The problem
Go through the records below line by line and report how many lines include "Sampaguita", giving the number only.

Records provided
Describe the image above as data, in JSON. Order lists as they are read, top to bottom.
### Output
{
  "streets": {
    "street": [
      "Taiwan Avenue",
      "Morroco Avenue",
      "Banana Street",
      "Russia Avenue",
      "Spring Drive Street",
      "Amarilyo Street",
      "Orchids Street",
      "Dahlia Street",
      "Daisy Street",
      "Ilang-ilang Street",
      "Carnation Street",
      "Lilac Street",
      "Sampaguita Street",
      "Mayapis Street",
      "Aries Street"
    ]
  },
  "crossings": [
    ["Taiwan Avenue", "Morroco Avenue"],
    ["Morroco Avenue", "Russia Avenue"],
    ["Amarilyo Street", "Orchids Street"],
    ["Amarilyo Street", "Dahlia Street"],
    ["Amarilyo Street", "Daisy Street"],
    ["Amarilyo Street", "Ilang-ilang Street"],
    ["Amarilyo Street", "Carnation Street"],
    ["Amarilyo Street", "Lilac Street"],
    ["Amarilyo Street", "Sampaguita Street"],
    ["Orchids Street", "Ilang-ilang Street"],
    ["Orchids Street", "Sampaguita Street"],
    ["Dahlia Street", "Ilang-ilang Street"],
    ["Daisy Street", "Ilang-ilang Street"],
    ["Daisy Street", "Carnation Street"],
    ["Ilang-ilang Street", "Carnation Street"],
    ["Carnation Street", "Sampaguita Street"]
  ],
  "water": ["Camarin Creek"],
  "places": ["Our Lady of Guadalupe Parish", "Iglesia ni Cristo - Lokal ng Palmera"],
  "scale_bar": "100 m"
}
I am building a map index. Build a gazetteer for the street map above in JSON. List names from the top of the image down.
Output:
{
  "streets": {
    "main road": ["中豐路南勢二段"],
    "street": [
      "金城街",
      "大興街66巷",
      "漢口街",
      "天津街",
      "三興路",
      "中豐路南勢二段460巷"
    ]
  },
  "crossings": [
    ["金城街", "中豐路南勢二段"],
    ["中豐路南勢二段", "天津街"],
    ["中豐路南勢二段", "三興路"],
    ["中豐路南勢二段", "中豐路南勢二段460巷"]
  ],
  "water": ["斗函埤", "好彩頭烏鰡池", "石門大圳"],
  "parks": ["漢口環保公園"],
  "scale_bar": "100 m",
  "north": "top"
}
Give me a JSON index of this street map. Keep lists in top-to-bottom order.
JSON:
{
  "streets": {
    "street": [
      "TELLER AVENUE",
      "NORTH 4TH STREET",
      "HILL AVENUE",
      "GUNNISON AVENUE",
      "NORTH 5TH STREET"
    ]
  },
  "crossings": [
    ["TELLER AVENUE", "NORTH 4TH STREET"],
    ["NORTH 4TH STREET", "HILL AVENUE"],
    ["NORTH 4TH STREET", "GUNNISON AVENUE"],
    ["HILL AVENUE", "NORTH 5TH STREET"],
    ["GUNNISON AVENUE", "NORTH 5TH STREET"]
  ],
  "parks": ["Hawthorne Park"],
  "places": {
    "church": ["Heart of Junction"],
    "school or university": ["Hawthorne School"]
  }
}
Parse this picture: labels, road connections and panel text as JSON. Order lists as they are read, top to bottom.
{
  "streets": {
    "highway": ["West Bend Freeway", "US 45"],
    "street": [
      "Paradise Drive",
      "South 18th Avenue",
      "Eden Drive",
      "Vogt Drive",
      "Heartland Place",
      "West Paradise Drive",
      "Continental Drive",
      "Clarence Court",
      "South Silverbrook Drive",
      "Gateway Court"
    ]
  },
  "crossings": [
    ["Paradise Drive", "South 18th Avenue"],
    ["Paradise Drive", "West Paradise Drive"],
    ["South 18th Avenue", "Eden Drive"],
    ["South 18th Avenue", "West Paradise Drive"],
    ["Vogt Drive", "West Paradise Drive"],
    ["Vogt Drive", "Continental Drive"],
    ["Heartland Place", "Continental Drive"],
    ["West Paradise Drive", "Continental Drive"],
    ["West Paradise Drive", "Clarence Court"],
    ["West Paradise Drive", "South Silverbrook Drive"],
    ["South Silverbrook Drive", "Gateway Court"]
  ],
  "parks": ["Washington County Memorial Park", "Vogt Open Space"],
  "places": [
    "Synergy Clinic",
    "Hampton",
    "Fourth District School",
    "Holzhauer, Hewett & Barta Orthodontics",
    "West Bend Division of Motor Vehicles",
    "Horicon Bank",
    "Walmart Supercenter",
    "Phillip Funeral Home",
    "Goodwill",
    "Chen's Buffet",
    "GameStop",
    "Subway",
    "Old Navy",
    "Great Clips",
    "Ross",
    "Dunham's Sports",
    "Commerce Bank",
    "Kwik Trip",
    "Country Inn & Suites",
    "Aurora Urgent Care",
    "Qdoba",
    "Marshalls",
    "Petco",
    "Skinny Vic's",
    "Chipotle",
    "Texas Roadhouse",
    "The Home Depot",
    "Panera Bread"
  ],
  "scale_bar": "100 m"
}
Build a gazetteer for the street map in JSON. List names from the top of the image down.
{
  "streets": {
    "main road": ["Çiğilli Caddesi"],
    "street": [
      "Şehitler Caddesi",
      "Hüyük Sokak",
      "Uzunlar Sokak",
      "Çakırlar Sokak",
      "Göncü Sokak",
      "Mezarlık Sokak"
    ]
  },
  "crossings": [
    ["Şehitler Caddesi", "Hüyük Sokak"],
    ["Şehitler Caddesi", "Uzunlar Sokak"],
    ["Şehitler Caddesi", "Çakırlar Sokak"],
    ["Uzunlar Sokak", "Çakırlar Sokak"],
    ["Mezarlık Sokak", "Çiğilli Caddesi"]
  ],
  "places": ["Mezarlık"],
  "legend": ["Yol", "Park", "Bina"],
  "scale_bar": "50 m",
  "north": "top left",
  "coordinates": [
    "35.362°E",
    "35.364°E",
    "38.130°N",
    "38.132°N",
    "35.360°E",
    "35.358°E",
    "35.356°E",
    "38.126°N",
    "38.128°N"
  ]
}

Response to the task
4